In an attempt to improve Google Chrome's performance and reduce its impact on battery life, Google is testing two new features for the browser. The first feature, which was spotted in a Chromium bug tracker page, adds a new battery-savings meta tag that will optimize websites that are known to have high CPU or battery costs. An explainer regarding the new meta tag states:

"Saving battery or CPU is important for computing devices that are not connected to an electrical source, or to better share common CPU & GPU resources among running processes...Web sites that are known to have high CPU or battery costs may want to request that the UA optimize for CPU or battery, even if the users has not requested it...Most modern OSes also have battery saving features that kick in either when the battery is low or the user wishes to save battery. Ideally web sites should be able to respect these settings. Sites may wish to advice the UA on which strategies work best for the side in these situations."

The new meta tag in Google Chrome will allow websites to add meta tags to reduce framerate, allow generic slowdown of script execution, and change behavior based on battery-savings settings for better battery life. Websites will be able to add tags like <meta name="battery-savings" content="allow-reduced-framerate"> in order to do so. The meta tag will allow video or video conferencing websites to reduce CPU usage and improve battery life, slow down JavaScript tasks that don't directly impact UX, and switch to the battery savings mode if a user wishes to do so.

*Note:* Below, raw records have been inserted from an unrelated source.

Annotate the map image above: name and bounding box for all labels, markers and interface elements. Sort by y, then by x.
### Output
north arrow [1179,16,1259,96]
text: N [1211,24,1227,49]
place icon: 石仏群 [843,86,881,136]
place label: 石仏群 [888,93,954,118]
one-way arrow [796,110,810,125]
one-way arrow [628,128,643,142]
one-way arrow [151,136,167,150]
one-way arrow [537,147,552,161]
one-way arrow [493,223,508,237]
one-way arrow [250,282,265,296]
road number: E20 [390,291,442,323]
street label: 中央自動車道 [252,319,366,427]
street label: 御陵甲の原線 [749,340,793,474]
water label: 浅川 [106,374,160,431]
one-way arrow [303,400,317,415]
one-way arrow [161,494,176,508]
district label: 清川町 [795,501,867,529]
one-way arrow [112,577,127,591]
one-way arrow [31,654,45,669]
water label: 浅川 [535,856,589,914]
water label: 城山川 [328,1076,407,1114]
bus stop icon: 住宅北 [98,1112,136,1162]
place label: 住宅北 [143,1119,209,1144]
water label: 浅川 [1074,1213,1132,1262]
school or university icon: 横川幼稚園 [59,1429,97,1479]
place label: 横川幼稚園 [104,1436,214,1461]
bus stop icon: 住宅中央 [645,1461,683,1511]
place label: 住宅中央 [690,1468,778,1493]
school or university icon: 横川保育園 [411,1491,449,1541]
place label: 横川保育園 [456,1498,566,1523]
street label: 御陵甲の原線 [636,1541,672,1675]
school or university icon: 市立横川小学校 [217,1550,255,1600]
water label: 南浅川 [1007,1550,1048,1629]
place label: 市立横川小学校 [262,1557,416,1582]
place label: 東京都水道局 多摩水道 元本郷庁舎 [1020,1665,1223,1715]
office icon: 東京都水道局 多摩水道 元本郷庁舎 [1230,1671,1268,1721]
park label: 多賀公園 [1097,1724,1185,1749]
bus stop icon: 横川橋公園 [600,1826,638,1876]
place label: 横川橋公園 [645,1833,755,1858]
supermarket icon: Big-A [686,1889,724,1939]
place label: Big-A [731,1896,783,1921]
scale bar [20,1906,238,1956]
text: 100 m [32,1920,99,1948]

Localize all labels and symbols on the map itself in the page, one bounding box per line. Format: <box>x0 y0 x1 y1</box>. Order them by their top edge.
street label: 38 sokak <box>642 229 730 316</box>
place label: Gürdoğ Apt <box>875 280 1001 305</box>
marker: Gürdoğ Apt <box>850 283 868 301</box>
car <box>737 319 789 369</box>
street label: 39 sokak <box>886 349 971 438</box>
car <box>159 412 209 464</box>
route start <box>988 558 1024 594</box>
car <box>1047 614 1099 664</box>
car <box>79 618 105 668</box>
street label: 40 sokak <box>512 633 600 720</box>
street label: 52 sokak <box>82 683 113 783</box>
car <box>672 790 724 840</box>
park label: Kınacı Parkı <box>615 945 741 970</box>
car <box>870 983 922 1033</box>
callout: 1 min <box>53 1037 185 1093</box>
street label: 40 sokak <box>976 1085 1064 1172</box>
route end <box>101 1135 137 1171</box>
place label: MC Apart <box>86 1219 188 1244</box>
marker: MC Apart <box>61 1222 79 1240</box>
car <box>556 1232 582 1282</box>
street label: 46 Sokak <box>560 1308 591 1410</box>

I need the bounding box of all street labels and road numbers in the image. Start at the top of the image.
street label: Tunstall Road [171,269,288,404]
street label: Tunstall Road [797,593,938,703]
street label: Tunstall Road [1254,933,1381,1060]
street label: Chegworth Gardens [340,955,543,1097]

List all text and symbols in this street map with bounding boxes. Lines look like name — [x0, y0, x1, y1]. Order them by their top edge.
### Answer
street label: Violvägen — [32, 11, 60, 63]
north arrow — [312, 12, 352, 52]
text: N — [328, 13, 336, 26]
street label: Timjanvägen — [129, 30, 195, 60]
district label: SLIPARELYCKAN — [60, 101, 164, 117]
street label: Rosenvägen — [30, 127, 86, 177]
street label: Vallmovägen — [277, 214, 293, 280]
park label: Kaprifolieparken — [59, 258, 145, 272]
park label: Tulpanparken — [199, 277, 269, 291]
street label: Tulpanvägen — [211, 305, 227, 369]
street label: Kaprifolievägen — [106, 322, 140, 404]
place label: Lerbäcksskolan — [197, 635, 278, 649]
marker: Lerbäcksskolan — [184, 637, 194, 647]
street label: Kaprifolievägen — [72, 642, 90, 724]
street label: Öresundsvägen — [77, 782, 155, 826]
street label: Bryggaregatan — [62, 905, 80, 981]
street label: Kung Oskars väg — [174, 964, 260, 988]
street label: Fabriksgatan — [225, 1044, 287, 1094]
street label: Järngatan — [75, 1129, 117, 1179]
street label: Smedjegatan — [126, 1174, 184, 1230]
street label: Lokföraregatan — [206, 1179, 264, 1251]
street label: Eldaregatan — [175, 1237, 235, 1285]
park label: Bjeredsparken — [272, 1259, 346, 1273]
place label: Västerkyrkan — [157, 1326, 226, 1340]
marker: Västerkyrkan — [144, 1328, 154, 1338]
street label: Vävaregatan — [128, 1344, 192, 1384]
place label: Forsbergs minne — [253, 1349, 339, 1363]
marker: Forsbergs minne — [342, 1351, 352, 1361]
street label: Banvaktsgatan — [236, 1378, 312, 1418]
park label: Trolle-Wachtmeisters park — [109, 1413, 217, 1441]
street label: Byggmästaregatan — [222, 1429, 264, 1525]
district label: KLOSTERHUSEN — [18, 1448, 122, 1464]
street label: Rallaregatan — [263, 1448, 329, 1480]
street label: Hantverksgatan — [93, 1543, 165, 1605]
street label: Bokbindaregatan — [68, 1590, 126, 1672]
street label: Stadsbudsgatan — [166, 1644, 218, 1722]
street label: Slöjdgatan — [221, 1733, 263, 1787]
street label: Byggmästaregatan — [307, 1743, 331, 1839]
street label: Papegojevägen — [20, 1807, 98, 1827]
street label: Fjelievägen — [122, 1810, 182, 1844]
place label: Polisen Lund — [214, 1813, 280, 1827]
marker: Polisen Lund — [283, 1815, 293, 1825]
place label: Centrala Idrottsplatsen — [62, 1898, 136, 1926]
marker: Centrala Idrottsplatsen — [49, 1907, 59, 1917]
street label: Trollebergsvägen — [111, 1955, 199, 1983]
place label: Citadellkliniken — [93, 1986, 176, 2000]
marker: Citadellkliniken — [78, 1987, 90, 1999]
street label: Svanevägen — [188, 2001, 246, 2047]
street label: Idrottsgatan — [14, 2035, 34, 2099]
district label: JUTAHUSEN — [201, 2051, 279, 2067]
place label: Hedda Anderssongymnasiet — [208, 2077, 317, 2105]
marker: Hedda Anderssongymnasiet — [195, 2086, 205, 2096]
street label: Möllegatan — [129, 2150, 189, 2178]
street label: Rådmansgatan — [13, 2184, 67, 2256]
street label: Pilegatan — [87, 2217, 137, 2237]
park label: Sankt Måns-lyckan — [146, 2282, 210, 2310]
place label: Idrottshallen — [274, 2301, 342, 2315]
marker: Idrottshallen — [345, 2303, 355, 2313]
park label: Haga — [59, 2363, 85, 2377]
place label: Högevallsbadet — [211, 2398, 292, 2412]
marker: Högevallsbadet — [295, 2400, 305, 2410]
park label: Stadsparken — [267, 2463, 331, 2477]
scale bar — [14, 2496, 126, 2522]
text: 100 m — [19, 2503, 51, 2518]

The explainer further highlights that the battery savings feature will have the following components:

  • A meta tag that allows sites to indicate preferred modes.
  • Media queries allowing sites to adjust their style sheets according to battery savings.
  • Spec text saying that if the user or OS has gone into a battery savings mode, then the User Agent should apply one or more of the battery savings to the sites.
  • Spec text saying that UAs should respect the meta tag on a site unless it conflicts with user or OS settings.

The second feature, which aims to improve Google Chrome's performance, is restricted to Android devices. The feature has been added to the browser under a new flag called cpu-affinity-restrict-to-little-cores, and its description reads as follows: "Restricts Chrome threads to LITTLE cores on devices with big.LITTLE or similar CPU architectures."

As per a recent report from Chrome Story, the feature is expected to make Chrome more power-efficient on ARM devices and improve its performance. The feature is currently in the experimental stage, and Google is studying its impact on power consumption, smoothness, and other system health metrics. Therefore, we may have to wait quite a while before the feature makes its way to the stable version of the browser.

It's worth noting that these aren't the only features Google is adding to Chrome to improve its performance and reduce its impact on battery life. The company is expected to add a Back Forward Cache feature in Chrome 86 for Android, which will allow users to go back and forward in the browser a lot faster. Google is also testing throttling background JavaScript timers to improve Chrome's impact on battery life.